Nvidiaに対抗するAMDの新AIチップ、Huang CEOは欧州でソブリンAI拡大
週末の金曜日に開催されたAMDのイベントで同社CEOのLisa Su氏が新しいAI向けのGPU「Instinct MI350x」を発表した。一方Nvidiaは、市場を拡大するため欧州でイベントを開催した。台湾のIT企業が5月の業績発表から、スマートフォンからAIへとシフトしたところが成長していることを示した。国内では、ホンダがラピダスに出資するする方向だという。
図1 Advancing AI 2025の基調講演で講演するAMDのCEOであるLisa Su氏
AMDが発表した新製品は2025年7〜9月にクラウド企業を通じて提供を始めるという。
Su氏は自社の新製品をNvidiaの主力品「B200」と比較して、性能が上回る、と主張した。Nvidiaを意識した講演だった。Nvidiaと比べコスト・パフォーマンスが優れていることを強調、同じコストでデータ処理能力が最大4割高いという。チップだけではなく、AI開発用の開発環境ソフトウエア「ROCm7」も発表、AI推論や学習、フレームワーク互換性等を搭載したソフトウエアスタックになっている。
一方、先週はNvidiaもフランスのパリで開催されたイベントVIVA Technologyの中で「Nvidia GTC Paris」と題する基調講演をCEOのJensen Huang氏が行い、これまで共同開発してきたスタートアップの仏MistralAI社にBlackwell を出荷することを発表した。Nvidiaは各国ごとにAIを創り出すようにソブリン(sovereign)AIを主張していた。Huang氏は、例えば日本に来た時は日本の強い自動車や産業用ロボットなどにAIを導入することで日本はますます強くなると言っていた。今回欧州でもやはり、ソブリンAIを主張し、イベント開催したフランスをはじめとして、イタリア、スペイン、英国など各国のAIインフラ業者に協力する。さらにドイツやスウェーデン、、フィンランドなどへも拡大していく。
台湾の半導体企業を含む主要IT企業19社の5月の月次業績が発表され、その合計売上額は前年同月比16.7%増の1兆5347億台湾元(約7兆4000億円)と大きく成長した(12日の日本経済新聞)。「AI向けのサーバーや半導体の需要が堅調だった。台湾IT大手の業績を左右する要因がスマートフォンからAIへと移りつつある」と報じた。EMS最大手も鴻海精密工業は11.9%増、サーバー生産が強い広達電脳が58.2%増、パソコンのASUSは41%増、TSMCも39.6%増とAI関係の仕事の比率を高めたところは2桁成長した。しかし、テレビなどの民生や産業向けのファウンドリのUMCは0.2%の減収、iPhone向けの仕事が多いPegatronは8%の減収だった。モバイルに強いMediaTekは7.2%増、OSATトップのASEは3.2%増と低成長に終わっている。
モバイルが頭打ちになりつつあるが、これまでiPhone向けのイメージセンサのトップメーカーであるソニーセミコンダクタソリューションズは、モバイルから他の分野へビジネスを広げている。HDD向けの光部品となる半導体レーザーをWestern Digitalにも納入することが決まったと13日の日経が報じた。高密度のHDDはHAMR(ハマーと発音)と呼ばれる熱アシスト記録方式に移行している(参考資料1)。業界トップのSeagate Technologyが最初に実用化にこぎつけ、ソニーとしてもSeagateに続きレーザーを供給することになった。

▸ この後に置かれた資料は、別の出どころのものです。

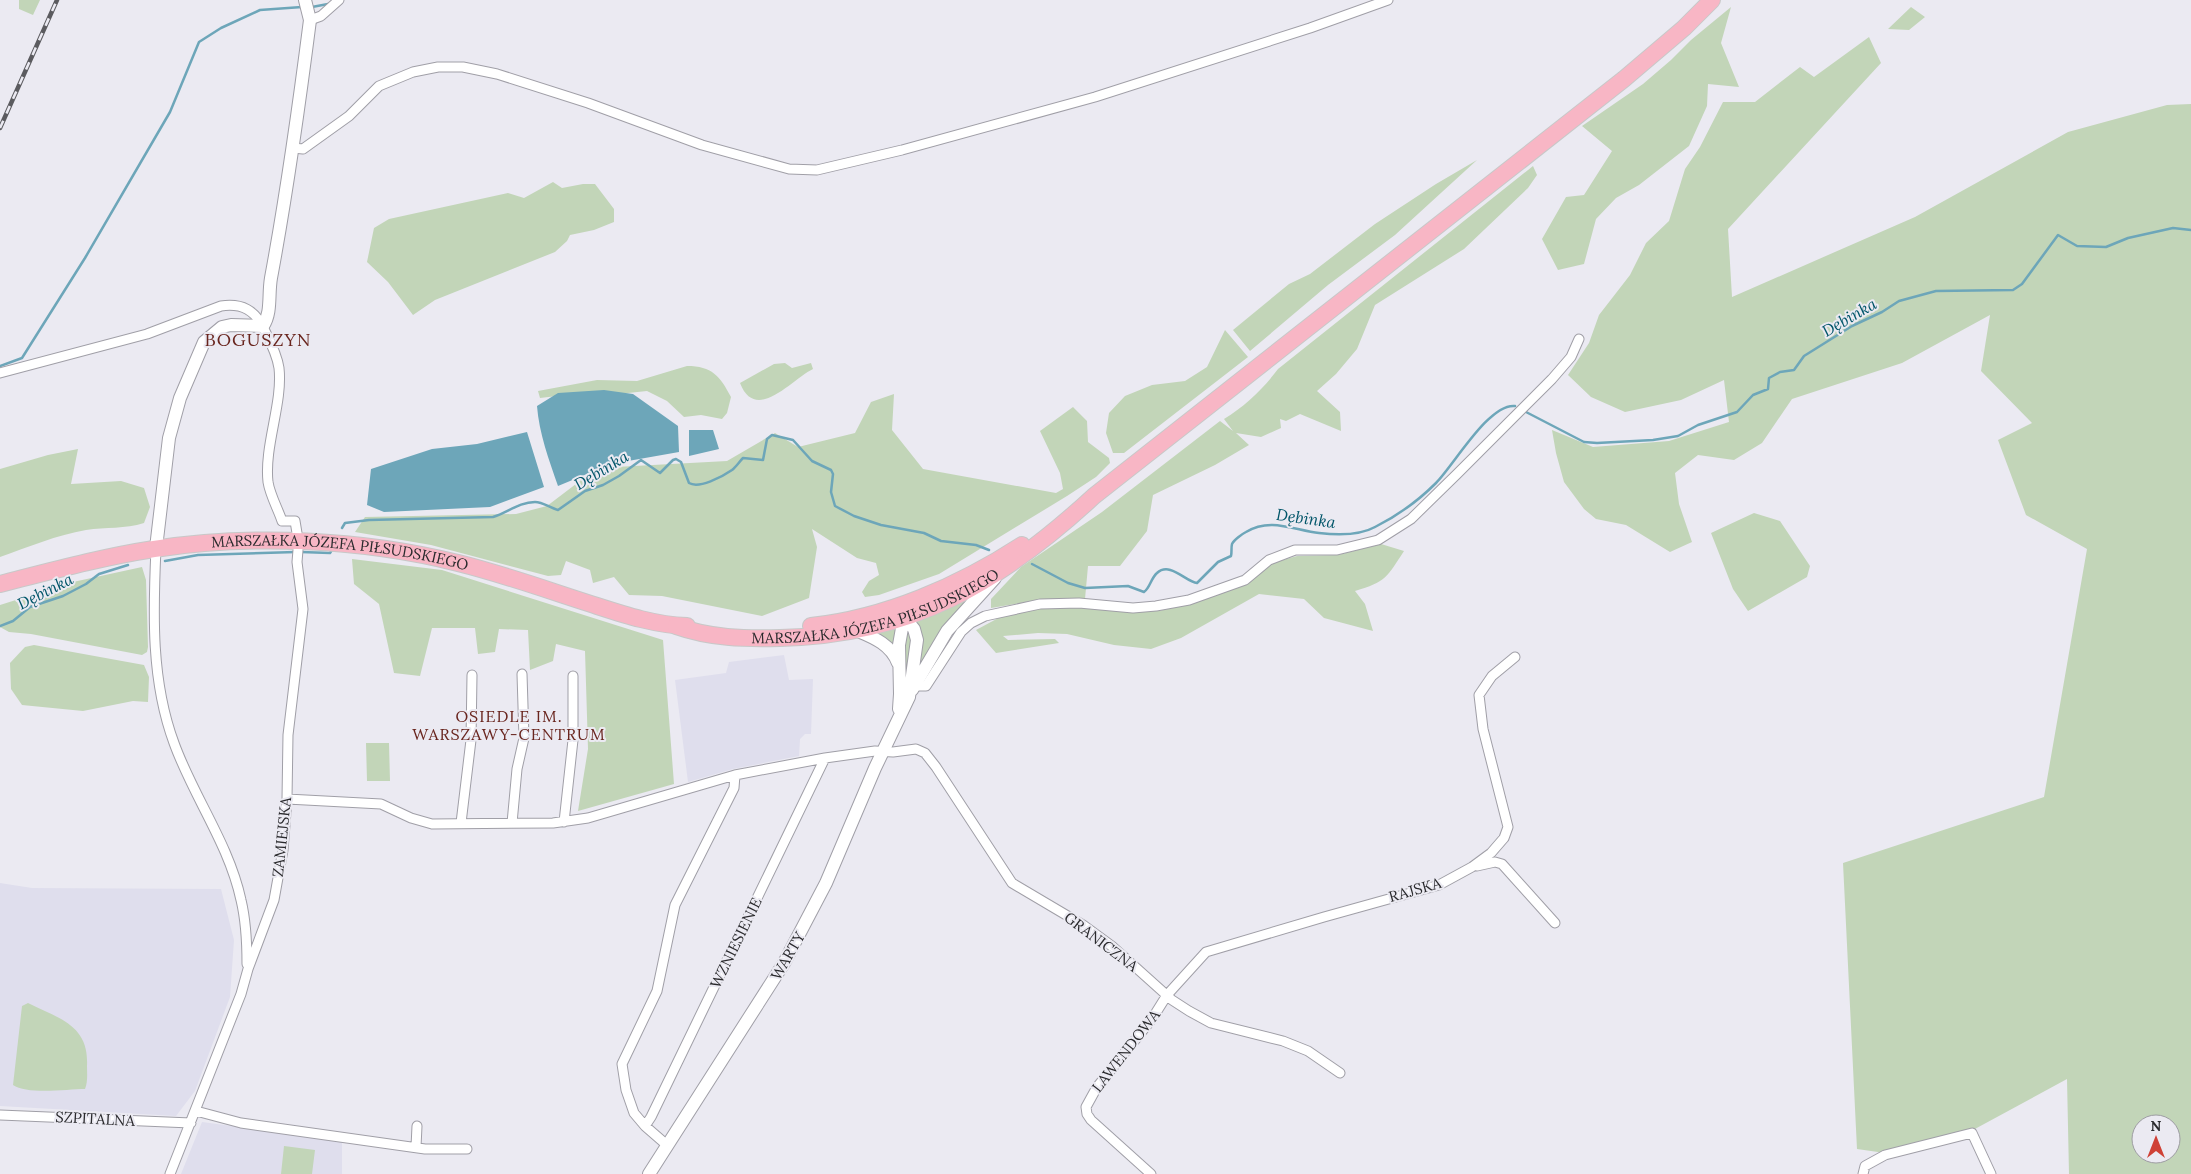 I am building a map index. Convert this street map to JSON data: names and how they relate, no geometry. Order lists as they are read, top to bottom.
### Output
{
  "streets": {
    "highway": ["MARSZAŁKA JÓZEFA PIŁSUDSKIEGO"],
    "main road": ["WARTY"],
    "street": [
      "ZAMIEJSKA",
      "RAJSKA",
      "GRANICZNA",
      "WZNIESIENIE",
      "LAWENDOWA",
      "SZPITALNA"
    ]
  },
  "crossings": [
    ["MARSZAŁKA JÓZEFA PIŁSUDSKIEGO", "WARTY"],
    ["ZAMIEJSKA", "GRANICZNA"],
    ["ZAMIEJSKA", "SZPITALNA"],
    ["RAJSKA", "GRANICZNA"],
    ["RAJSKA", "LAWENDOWA"],
    ["GRANICZNA", "WZNIESIENIE"],
    ["GRANICZNA", "WARTY"],
    ["GRANICZNA", "LAWENDOWA"]
  ],
  "districts": ["BOGUSZYN", "OSIEDLE IM. WARSZAWY-CENTRUM"],
  "water": ["Dębinka"],
  "north": "top"
} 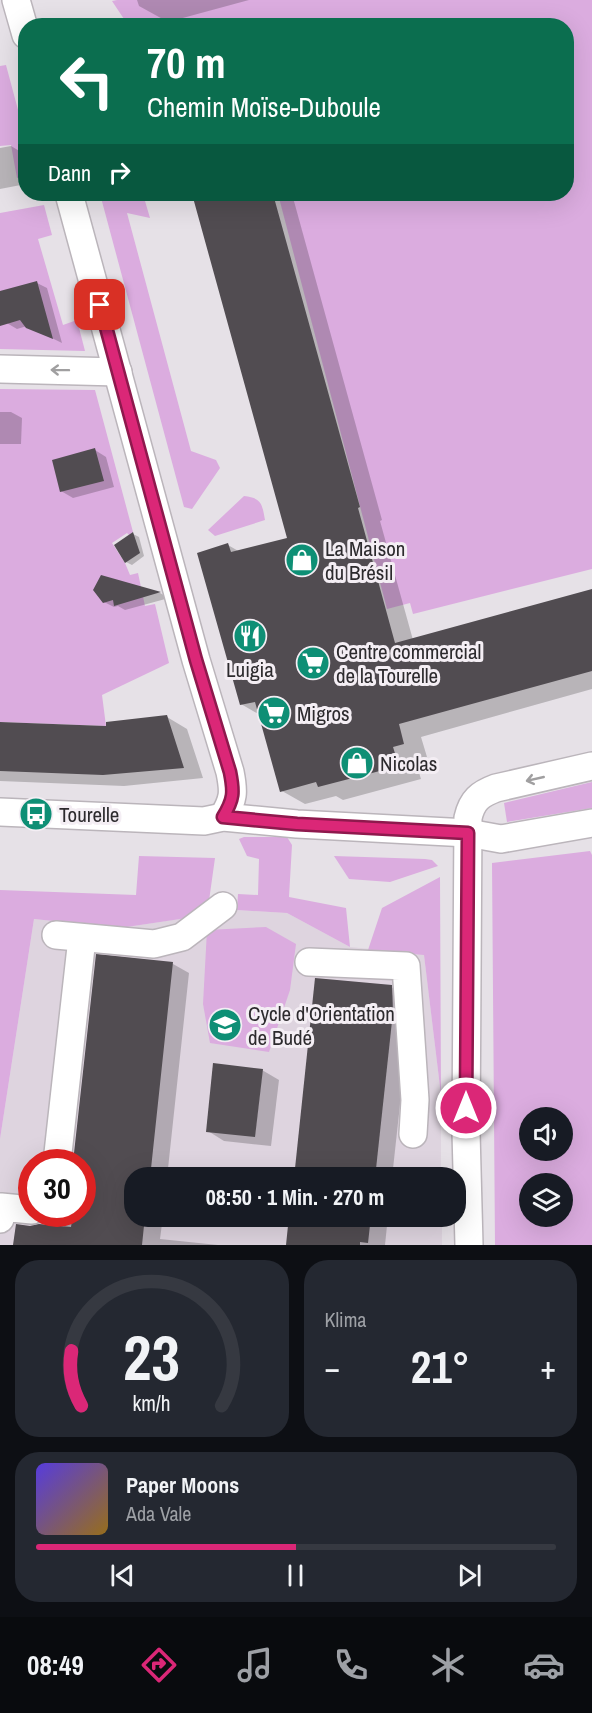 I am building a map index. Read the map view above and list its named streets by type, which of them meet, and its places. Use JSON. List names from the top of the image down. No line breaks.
{"places":{"shop":["La Maison du Brésil","Nicolas"],"restaurant":["Luigia"],"supermarket":["Centre commercial de la Tourelle","Migros"],"bus stop":["Tourelle"],"school or university":["Cycle d'Orientation de Budé"]},"page":{"turn":["70 m","Chemin Moïse-Duboule"],"then":"Dann","limit":"30","trip":"08:50 · 1 Min. · 270 m","tile":"Klima","heat":["−","21°","+"],"song":["Paper Moons","Ada Vale"],"tabs":"08:49","gauge":["23","km/h"]}}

ソニーはまた、クルマの周囲の状況を画像化するLiDAR技術に使う、センサ部品のSPAD(Single Photon Avalanche Diode)方式の距離センサ「IMX479」を秋から量産する、と11日の日刊工業新聞が報じた。250メートル先の物体を検出できるという。
ラピダスに対して、ホンダのほか既存株主や銀行など9社・5行が出資の意向を示した、と12日の日経が報じた。順調にいけば2025年度の後半に政府と民間で計2000億円の出資が入るという。また、政府も補助金だけでないラピダスへの支援を検討する。5月に改正情報処理促進法が公布され、政府が情報処理推進機構(IPA)を通じて出資できるようになった。経産省は25年度当初予算で出資金向けに1000億円を確保した。次は海外企業からの出資先を探すことになる。というのは2nmプロセスを使うユーザーは海外にしかいないからだ。